Considering possible mechanisms to enhance the effectiveness and efficiency of mutual legal assistance in line with the rule of law, for example through accreditation and training, the focal point person will provide and compile information on national cooperation requirements such as laws and procedures.
The statement indicate that the focal point person will acting as a national forum bringing together law enforcement officials and representatives of Internet service providers for internal coordination in each member state and act as a platform for the coordination and delivery of capacity building for institutions engaged in international and regional cooperation.
Article 9 of the terms of references provides for relations with other regional and global networks.
“… the Network shall establish the necessary mechanisms to encourage contacts, exchange experiences and complement the activities of other regional and inter-regional networks for training and international judicial cooperation, such as the East Africa Police Chiefs Organisation (EAPCO), INTERPOL and any other platform that complements the activities of the Network,” reads the terms.

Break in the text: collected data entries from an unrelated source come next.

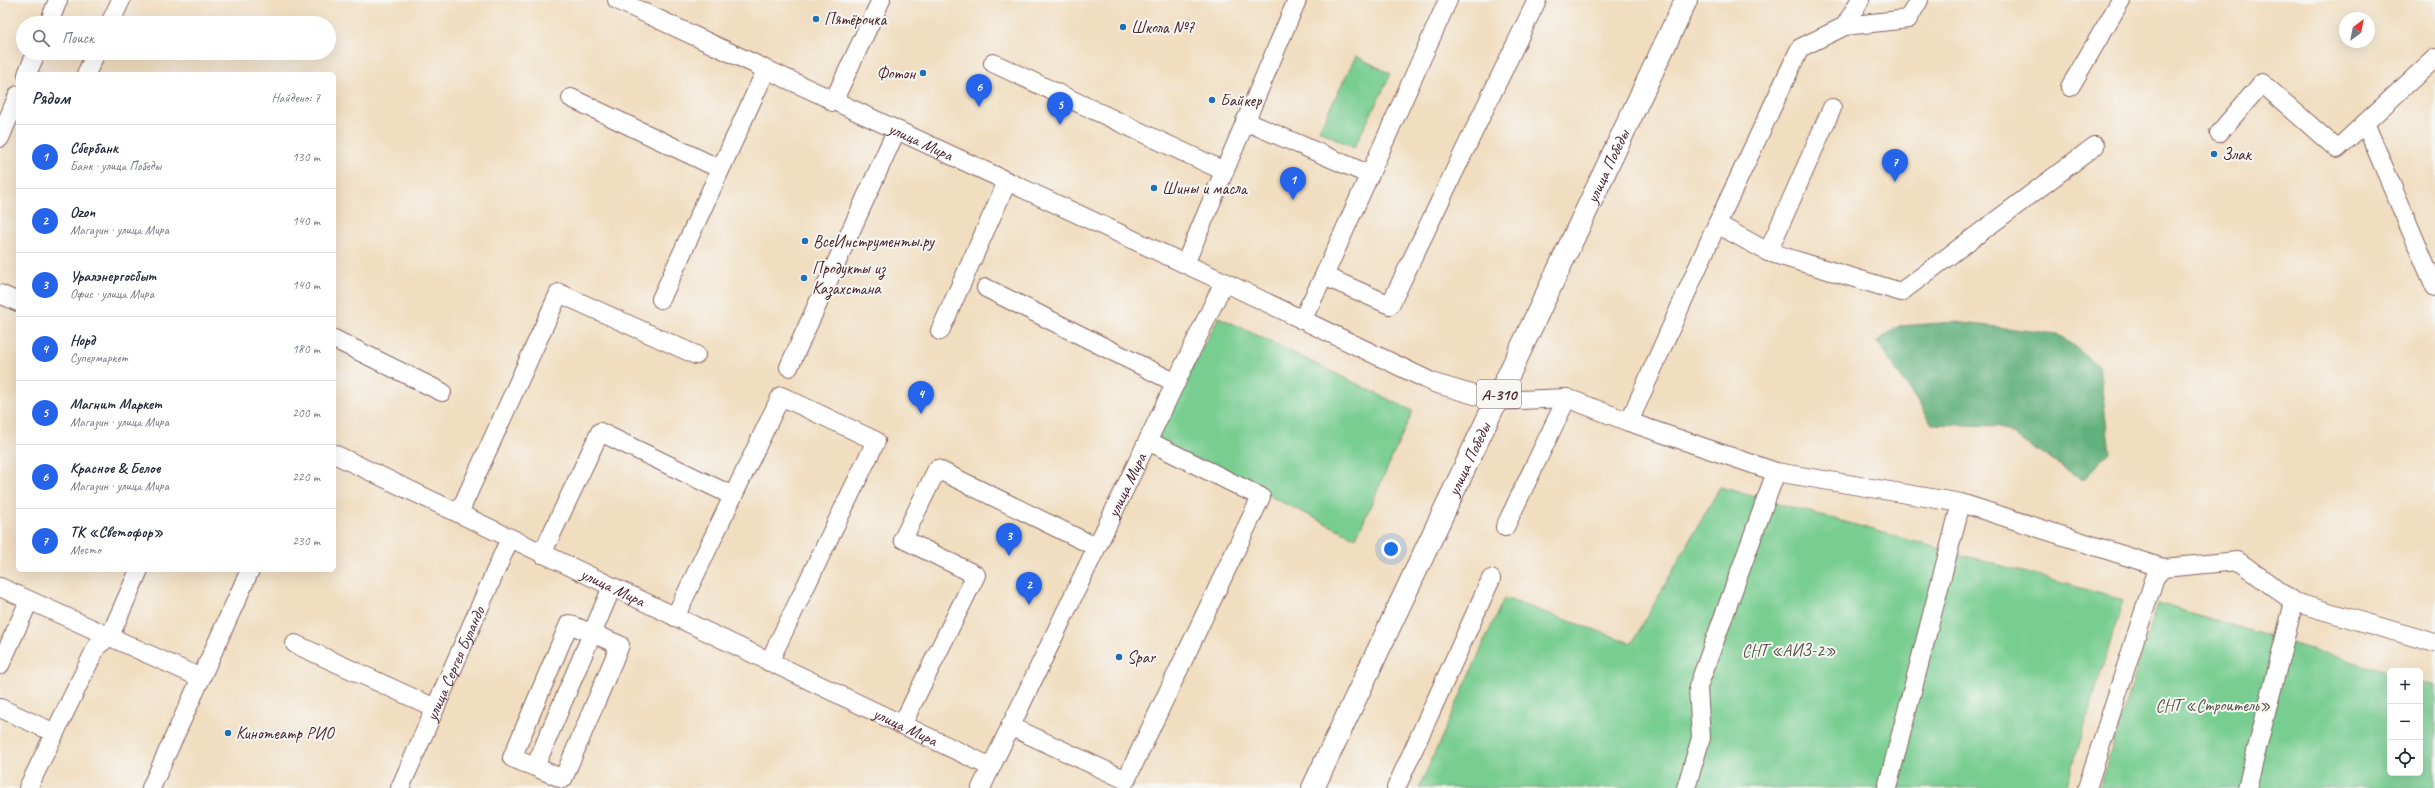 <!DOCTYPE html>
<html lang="ru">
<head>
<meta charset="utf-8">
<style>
	:root { --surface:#fff; --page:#f6f6f7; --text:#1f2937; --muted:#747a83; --line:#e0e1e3; --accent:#2563eb }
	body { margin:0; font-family:Caveat,sans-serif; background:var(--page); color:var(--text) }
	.controls { position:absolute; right:12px; bottom:12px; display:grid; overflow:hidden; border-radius:6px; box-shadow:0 4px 16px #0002 }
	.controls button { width:36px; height:36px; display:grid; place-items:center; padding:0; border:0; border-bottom:1px solid var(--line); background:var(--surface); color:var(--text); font:20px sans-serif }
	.compass { position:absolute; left:2339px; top:12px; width:36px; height:36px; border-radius:50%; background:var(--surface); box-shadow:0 4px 16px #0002; rotate:32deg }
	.you { position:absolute; left:1391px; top:549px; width:14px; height:14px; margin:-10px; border:3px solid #fff; border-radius:50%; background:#1a73e8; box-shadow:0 0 0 6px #1a73e833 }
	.badge { display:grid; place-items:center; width:26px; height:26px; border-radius:50%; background:var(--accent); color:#fff; font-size:13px; font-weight:700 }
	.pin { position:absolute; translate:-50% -33px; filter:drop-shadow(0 1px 2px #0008) }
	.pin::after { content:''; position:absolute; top:21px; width:14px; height:12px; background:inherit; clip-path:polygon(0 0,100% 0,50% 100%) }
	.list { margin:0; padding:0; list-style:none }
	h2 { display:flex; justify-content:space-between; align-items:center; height:52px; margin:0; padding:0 16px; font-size:17px }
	h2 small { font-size:13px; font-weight:400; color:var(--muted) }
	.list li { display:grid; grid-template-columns:26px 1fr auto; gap:12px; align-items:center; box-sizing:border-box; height:64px; padding:0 16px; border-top:1px solid var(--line) }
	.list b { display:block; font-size:15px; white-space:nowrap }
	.list p { margin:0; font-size:13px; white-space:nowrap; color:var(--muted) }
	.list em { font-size:13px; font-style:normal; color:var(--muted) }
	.icon { flex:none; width:22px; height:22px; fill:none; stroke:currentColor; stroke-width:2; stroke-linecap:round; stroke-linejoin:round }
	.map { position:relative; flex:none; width:2435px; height:788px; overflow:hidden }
	.search { position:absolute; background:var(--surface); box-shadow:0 4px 16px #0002; left:16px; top:16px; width:320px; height:44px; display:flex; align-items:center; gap:10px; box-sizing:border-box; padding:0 14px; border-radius:22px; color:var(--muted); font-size:15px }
	.panel { position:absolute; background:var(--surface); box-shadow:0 4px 16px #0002; left:16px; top:72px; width:320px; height:500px; border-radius:6px }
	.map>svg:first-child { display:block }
	.green { fill:#78cd91; stroke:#61765e }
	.forest { fill:#62b07b; stroke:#566853 }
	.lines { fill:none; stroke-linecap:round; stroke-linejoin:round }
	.minor-casing { stroke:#84625f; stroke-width:20 }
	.highway-casing { stroke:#84625f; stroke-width:24 }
	.minor { stroke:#fff; stroke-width:18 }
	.highway { stroke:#fff; stroke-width:22 }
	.poi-dot { fill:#1f6fb2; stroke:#f6f6f2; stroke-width:1.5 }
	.labels { text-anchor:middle; stroke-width:4; stroke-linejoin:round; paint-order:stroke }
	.shield { fill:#f6f6f2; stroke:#7e6067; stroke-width:1 }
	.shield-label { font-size:16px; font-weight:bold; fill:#4a1f2b }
	.poi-label { font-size:17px; fill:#4a1f2b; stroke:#f6f6f2; text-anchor:start }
	.street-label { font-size:17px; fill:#4a1f2b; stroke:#f6f6f2 }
	.park-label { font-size:17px; fill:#58534a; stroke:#f6f6f2 }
</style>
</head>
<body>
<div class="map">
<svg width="2435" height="788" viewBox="0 0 2435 788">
	<rect width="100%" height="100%" fill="#f6f6f2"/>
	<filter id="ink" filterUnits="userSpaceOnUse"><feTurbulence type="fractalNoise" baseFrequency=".025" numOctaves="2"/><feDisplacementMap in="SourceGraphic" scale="8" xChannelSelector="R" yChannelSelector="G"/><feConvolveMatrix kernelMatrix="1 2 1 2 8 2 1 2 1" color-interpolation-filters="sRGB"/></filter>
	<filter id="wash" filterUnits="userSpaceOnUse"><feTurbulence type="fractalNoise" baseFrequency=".012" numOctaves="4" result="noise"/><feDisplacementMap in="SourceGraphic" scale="16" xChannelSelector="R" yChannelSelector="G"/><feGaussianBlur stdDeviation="0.9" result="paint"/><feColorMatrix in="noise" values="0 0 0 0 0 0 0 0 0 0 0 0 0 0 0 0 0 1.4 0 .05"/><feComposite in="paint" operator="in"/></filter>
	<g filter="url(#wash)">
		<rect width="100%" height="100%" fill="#f1ddbf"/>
		<g class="green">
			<polygon points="1356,56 1391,74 1354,148 1319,130"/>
			<polygon points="1219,317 1413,411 1356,538 1154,440"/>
			<polygon points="1720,487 2123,600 2066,788 1419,788 1504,598 1632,643"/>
			<polygon points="2158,603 2390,673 2390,773 2420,773 2420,682 2435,686 2435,788 2099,788"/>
		</g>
		<polygon class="forest" points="1954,322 2058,334 2099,366 2110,452 2083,480 1998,426 1932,424 1877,341 1899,326"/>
	</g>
	<g filter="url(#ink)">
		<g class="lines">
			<g class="minor-casing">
				<g id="minor">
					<path id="s1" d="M617 0 1224 282 1434 383 1495 401 1567 398 1629 422 1776 472 1961 503 2163 568 2238 561 2294 602 2435 643"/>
					<polyline points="49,23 58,0"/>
					<polyline points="110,23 121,0"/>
					<polyline points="1845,26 1860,0"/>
					<polyline points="993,63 1224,171"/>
					<polyline points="27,74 36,53"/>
					<polyline points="86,74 96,53"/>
					<polyline points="2070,87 2121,0"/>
					<polyline points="571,98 720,169"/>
					<polyline points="833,102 881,0"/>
					<polyline points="1245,121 1370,175"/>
					<polyline points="2365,123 2435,287"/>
					<polyline points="2219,133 2262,83 2337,149 2435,58"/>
					<polyline points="0,138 18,95"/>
					<polyline points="1717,224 1768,252 1832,108"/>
					<polyline points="1768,252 1901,292 2095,146"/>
					<polyline points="1185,264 1297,0"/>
					<polyline points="1324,276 1448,0"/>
					<polyline points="986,288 1176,383"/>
					<polyline points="0,294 18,302"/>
					<polyline points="661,299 766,70"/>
					<polyline points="1302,320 1324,276 1390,305 1537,0"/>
					<polyline points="940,331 1007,182"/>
					<polyline points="334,339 442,392"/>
					<polyline points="789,367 896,131"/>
					<polyline points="1629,422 1717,224 1800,48 1845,26 1908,19 1919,0"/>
					<path id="s2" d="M334 454 991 767"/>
					<polyline points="459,513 559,293 696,355"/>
					<polyline points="1505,527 1567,398"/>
					<polyline points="542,554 600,432 733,496"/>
					<polyline points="0,587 201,678"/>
					<polyline points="675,617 781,396 876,441 769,662"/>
					<polyline points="295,644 435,708"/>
					<polyline points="0,665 29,601"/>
					<polyline points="0,708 55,733"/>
					<polyline points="902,725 976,575 903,539 937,469 1096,547"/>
					<polyline points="1010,726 1126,780 1261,497 1148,441"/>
					<polyline points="535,767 512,758 569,624 620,645 563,779 535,767 612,587"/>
					<polyline points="28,788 97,646 110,636 139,570"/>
					<polyline points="151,788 250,570"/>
					<path id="s3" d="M400 788 510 538"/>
					<path id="s4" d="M981 788 1224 282"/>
					<polyline points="1396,788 1491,579"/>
					<polyline points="1686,788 1701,738 1698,687 1776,472"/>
					<polyline points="1887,788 1961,503"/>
					<polyline points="2087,788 2155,577 2163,568"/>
					<polyline points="2247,788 2294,602"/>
				</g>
			</g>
			<g class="highway-casing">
				<g id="highway">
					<path id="s5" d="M1313 788 1686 0"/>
				</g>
			</g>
			<use href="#minor" class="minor"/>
			<use href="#highway" class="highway"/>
		</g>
	</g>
	<g class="poi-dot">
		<circle cx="816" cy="19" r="4"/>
		<circle cx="1123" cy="27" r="4"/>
		<circle cx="923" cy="73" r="4"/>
		<circle cx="1212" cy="100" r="4"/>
		<circle cx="2214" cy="154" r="4"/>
		<circle cx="1154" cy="188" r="4"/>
		<circle cx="805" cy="241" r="4"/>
		<circle cx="804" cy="278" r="4"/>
		<circle cx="1119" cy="657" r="4"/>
		<circle cx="228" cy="733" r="4"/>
	</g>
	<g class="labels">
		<rect class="shield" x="1477" y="380" width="44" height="28" rx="3"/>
		<g class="shield-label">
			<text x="1499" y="400">А-310</text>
		</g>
		<g class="poi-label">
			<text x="824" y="25">Пятёрочка</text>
			<text x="1131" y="33">Школа №7</text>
			<text x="915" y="79" text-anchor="end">Фотон</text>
			<text x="1220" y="106">Байкер</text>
			<text x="2222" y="160">Злак</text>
			<text x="1162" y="194">Шины и масла</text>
			<text x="813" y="247">ВсеИнструменты.ру</text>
			<text x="812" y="274">Продукты из<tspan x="812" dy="20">Казахстана</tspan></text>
			<text x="1127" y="663">Spar</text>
			<text x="236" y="739">Кинотеатр РИО</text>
		</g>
		<g class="street-label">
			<text dy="6" stroke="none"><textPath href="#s1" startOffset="335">улица Мира</textPath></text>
			<text dy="6" stroke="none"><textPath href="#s5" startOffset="688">улица Победы</textPath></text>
			<text dy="6" stroke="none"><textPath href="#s5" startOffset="364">улица Победы</textPath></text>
			<text dy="6" stroke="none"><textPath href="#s4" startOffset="336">улица Мира</textPath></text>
			<text dy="6" stroke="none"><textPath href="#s2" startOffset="309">улица Мира</textPath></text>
			<text dy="6" stroke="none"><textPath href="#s3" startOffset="136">улица Сергея Буландо</textPath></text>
			<text dy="6" stroke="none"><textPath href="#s2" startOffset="633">улица Мира</textPath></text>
		</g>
		<g class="park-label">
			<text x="1789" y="656">СНТ «АИЗ-2»</text>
			<text x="2213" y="711">СНТ «Строитель»</text>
		</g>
	</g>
</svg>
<div class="controls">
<button>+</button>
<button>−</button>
<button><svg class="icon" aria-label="locate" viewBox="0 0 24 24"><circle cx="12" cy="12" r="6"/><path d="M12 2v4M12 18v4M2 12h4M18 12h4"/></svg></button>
</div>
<svg class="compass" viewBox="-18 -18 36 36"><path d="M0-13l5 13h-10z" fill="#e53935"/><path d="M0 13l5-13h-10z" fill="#747a83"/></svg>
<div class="you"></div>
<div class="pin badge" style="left:1293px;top:200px">1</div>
<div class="pin badge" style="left:1029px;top:605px">2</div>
<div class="pin badge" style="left:1009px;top:556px">3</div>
<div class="pin badge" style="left:921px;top:414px">4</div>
<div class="pin badge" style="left:1060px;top:125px">5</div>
<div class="pin badge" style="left:979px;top:107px">6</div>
<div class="pin badge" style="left:1895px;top:182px">7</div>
<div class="search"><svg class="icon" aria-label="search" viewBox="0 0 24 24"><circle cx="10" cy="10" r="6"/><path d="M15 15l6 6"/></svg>Поиск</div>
<section class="panel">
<h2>Рядом<small>Найдено: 7</small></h2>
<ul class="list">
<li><span class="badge">1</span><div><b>Сбербанк</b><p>Банк · улица Победы</p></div><em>130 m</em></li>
<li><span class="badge">2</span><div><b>Ozon</b><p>Магазин · улица Мира</p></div><em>140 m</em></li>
<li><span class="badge">3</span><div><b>Уралэнергосбыт</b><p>Офис · улица Мира</p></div><em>140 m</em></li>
<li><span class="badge">4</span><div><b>Норд</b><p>Супермаркет</p></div><em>180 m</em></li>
<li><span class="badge">5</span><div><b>Магнит Маркет</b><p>Магазин · улица Мира</p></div><em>200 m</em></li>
<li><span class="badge">6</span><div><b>Красное &amp; Белое</b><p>Магазин · улица Мира</p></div><em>220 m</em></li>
<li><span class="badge">7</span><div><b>ТК «Светофор»</b><p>Место</p></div><em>230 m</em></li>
</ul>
</section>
</div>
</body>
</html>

Composition of the network
Coordination through national focal points, the network facilitate coordination among the authorities from each member state comprising of the office or person designated (by law or administrative order) as the national contact point on issues relating to cybercrime and related matters,
Other offices or person under coordination include law enforcement authorities responsible for the detection and investigation of cybercrime officers from each member state, taking into consideration the existing Interpol group of experts and prosecutorial authorities with functions relating to the prosecution of cybercrime officer from each member state as well as judicial authorities.
The focal person shall coordinate central and competent authorities designated to receive process and facilitate the execution of requests for mutual legal assistance, extradition and other forms of international cooperation officers from each Member State and ministry or government agency responsible for telecommunication matters.
“To ensure the effectiveness of the network, National Focal Point shall be nominated from each member state as a person occupying a particular office in government service who will be entrusted with the task to facilitate coordination between the aforementioned national authorities within the member state,” reads the terms of reference.
Andrew Khaukha, the focal person for Uganda explained that the network will act as a platform for sharing information and approaches to obtaining electronic evidence outside of the Eastern Africa region, in particular from global electronic service providers.
He added that the network will consider possible mechanisms to enhance the effectiveness and efficiency of mutual legal assistance in line with the rule of law, for example, through accreditation and training.
“In April, senior government officials and key stakeholders from member states of the East African Community, as well as representatives of relevant organisations will meet in Kampala, to discuss cybersecurity and cybercrime initiatives within the region.
How it started
The initiative started in 2014 at a meeting of senior government officials and key stakeholders from member states of EAC convened by the United Nations Office on Drugs and Crime (UNODC) and the Commonwealth Secretariat, under the auspices of the Commonwealth Cybercrime Initiative (CCI) on Preventing and Combating Cybercrime as a move to strengthen regional cooperation.
Last year, the police set up a working group to fight cybercrime via social media.